Então, perguntam, a paz não exigiria formar uma imensa união de Portugal até os confins da Rússia, ainda que sacrificando as nacionalidades históricas?
O dilema União Europeia SIM vs União Europeia NÃO, tem uma terceira opção, que essa sim reúne as vantagens da União e afasta suas desvantagens.
Trata-se da Cristandade que teve sua organização internacional acabada no Sacro Império Romano Germânico instituído pela Igreja Católica na pessoa de Carlos Magno.
Vejamos como desenvolve o caso o Dr.

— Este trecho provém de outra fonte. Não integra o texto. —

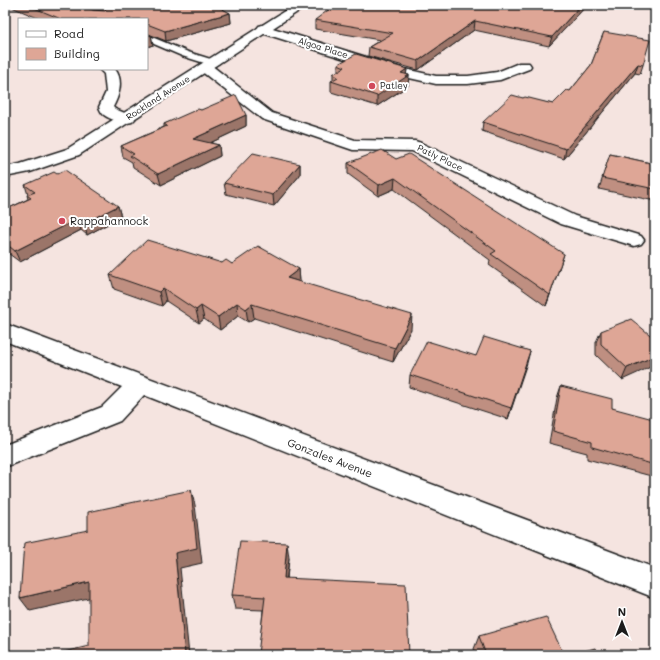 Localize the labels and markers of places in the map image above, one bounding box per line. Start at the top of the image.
place label: Patley [380,80,408,91]
marker: Patley [367,81,377,91]
place label: Rappahannock [70,213,149,228]
marker: Rappahannock [57,216,67,226] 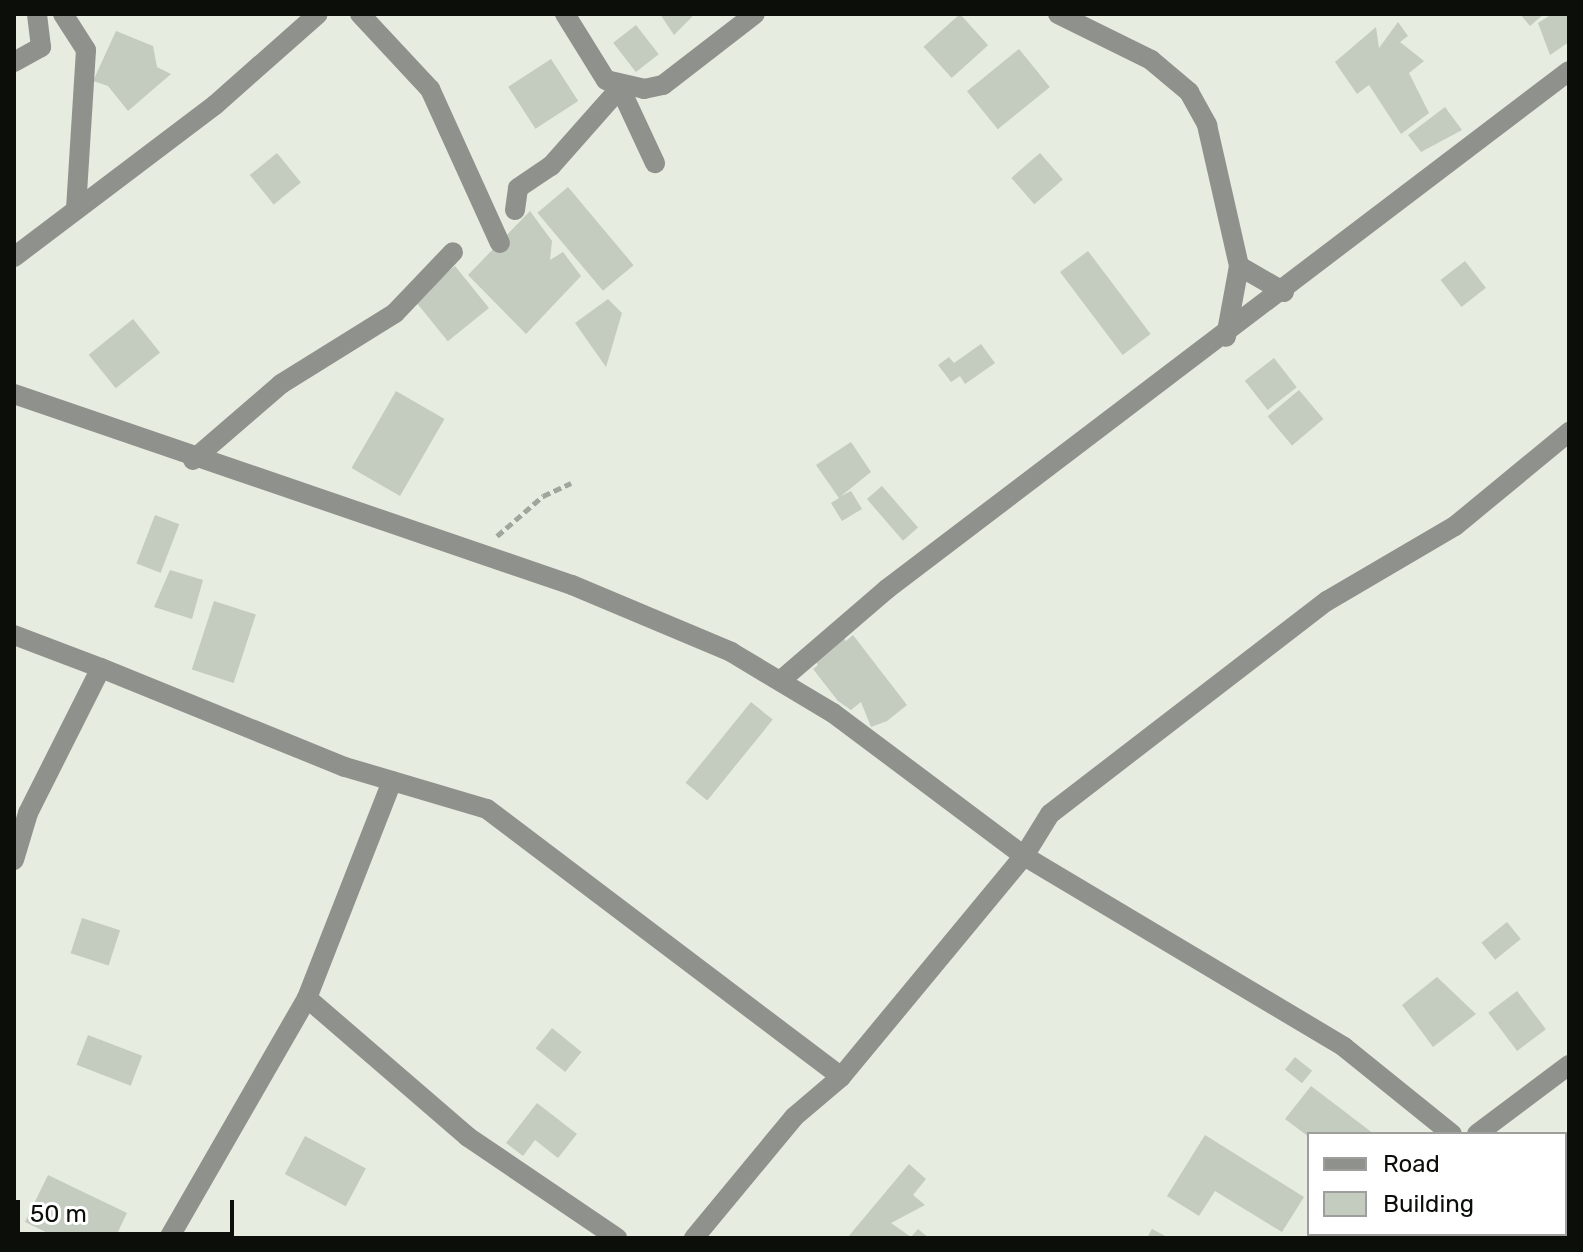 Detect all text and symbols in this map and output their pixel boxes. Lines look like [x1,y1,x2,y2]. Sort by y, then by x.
legend [1307,1132,1567,1236]
text: Road [1383,1150,1440,1178]
scale bar [20,1184,238,1234]
text: Building [1383,1190,1474,1218]
text: 50 m [30,1200,87,1228]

Plinio Corrêa de Oliveira, que em vida foi professor de História Moderna e Contemporânea na PUC-SP:
Se se pergunta se é uma novidade a Federação, a resposta deve ser negativa.
Coroa dos Imperadores do Sacro Império
A Europa já constituiu, em outros tempos, um grande todo de natureza federal, pelo menos no sentido muito amplo e muito genérico da palavra.

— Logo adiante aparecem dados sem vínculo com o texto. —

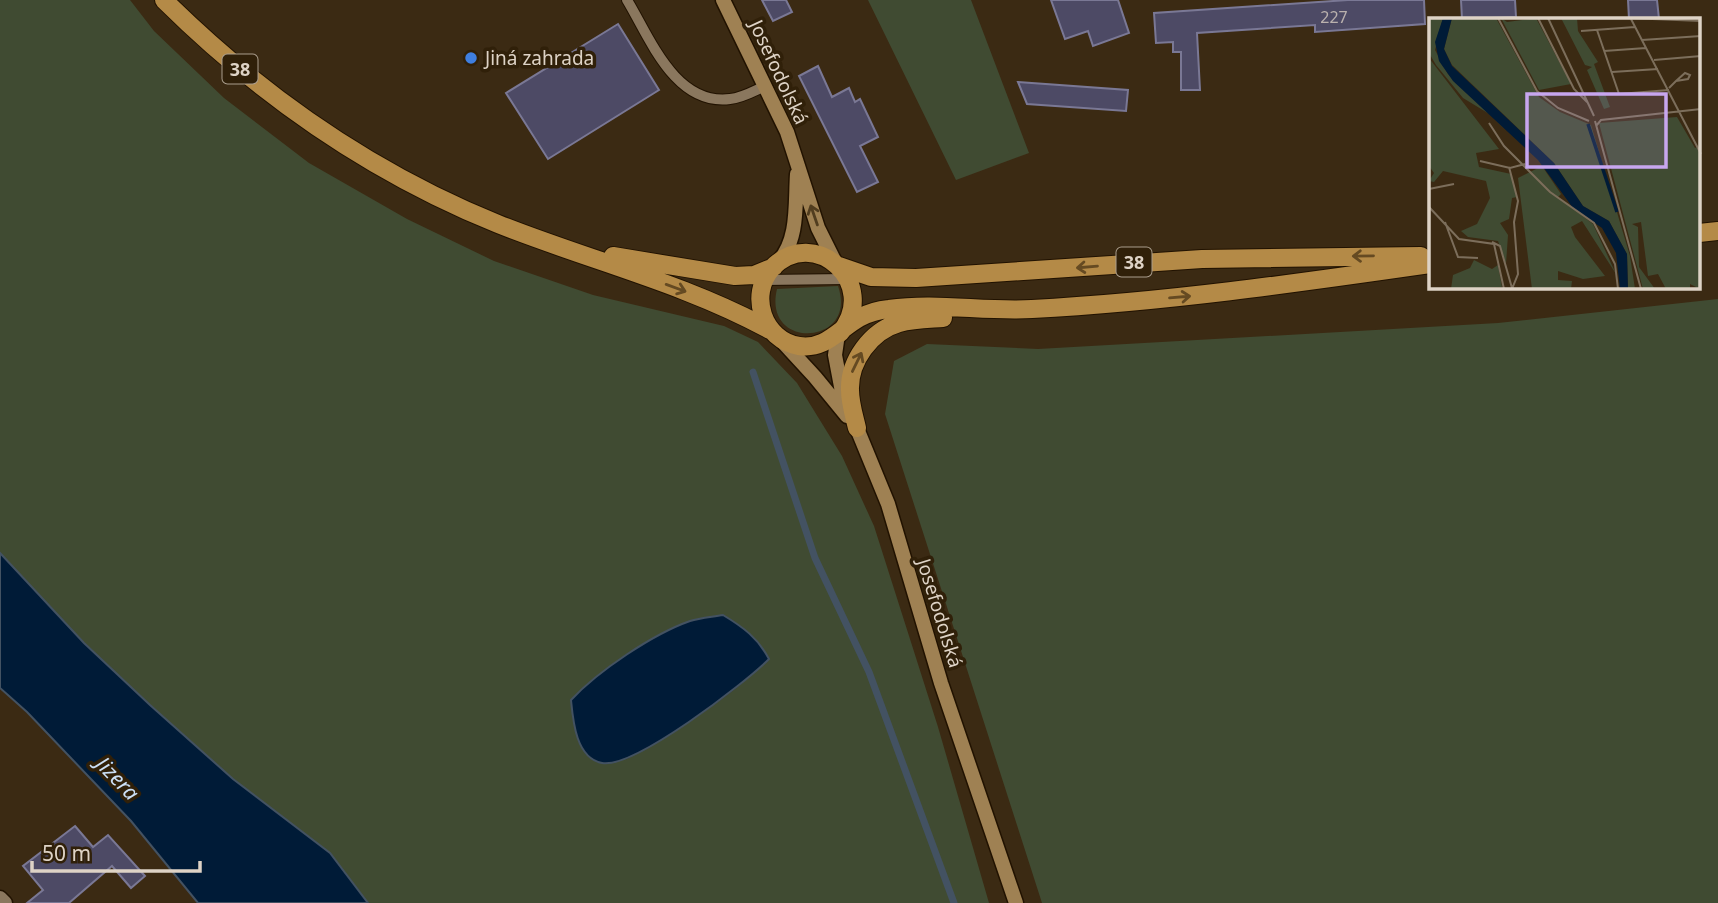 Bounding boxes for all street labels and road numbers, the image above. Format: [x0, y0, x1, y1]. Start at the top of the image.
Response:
street label: Josefodolská [743, 14, 815, 128]
road number: 38 [222, 55, 258, 84]
road number: 38 [1116, 248, 1152, 276]
street label: Josefodolská [911, 553, 969, 671]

Em 476, o Império Romano do Ocidente deixou de existir.
O território, europeu, coberto de hordas bárbaras, não possuía Estados definidos e de fronteiras duráveis.
Era toda uma efervescência de selvajaria, que só foi amainando à medida que a ação dos grandes missionários assegurou, um pouco por toda parte, um início de pujante germinação para a semente evangélica.
A esta altura, tornando os costumes menos rudes, a vida menos incerta e turbilhonante, a ignorância menos espessa, estava constituída na Europa um grande conglomerado de povos cristãos que, por sobre todas as suas diversidades naturais, estavam unidos por dois vínculos comuns profundos, nascidos de um grande amor, e de um grande perigo:
a) - sinceramente, profundamente cristão, adorando pois em espírito e verdade (e não apenas em palavras e rotina) a Nosso Senhor Jesus Cristo, amavam e desejavam verdadeiramente praticar a Sua Lei, e estavam convictos de sua missão de estender o domínio desta Lei até os últimos confins da terra,b) - como fruto desta fé coerente e robusta reinava em todos os espíritos um mesmo modo de conceber o homem, a família, as relações sociais, a dor, a alegria, a glória, a humildade, a inocência, o pecado, a emenda, o perdão, a riqueza, o poder, a nobreza, a coragem, em uma palavra, a vida,
São Leão III coroa Carlos Magno e restaura o Império Romano de Ocidente,
que passou a ser o Sacro Império Romano Alemão
c) - daí, também, uma forte e substancial unidade de cultura e civilização, a despeito de variantes locais prodigiosamente ricas em cada nação, em cada região, e em cada feudo ou cidade;
d) - diante da dupla pressão dos sarracenos vindos da África, e dos pagãos vindos do Oriente da Europa, a ideia de um imenso risco comum, em que todos deviam auxiliar a todos, para uma vitória que seria de todos.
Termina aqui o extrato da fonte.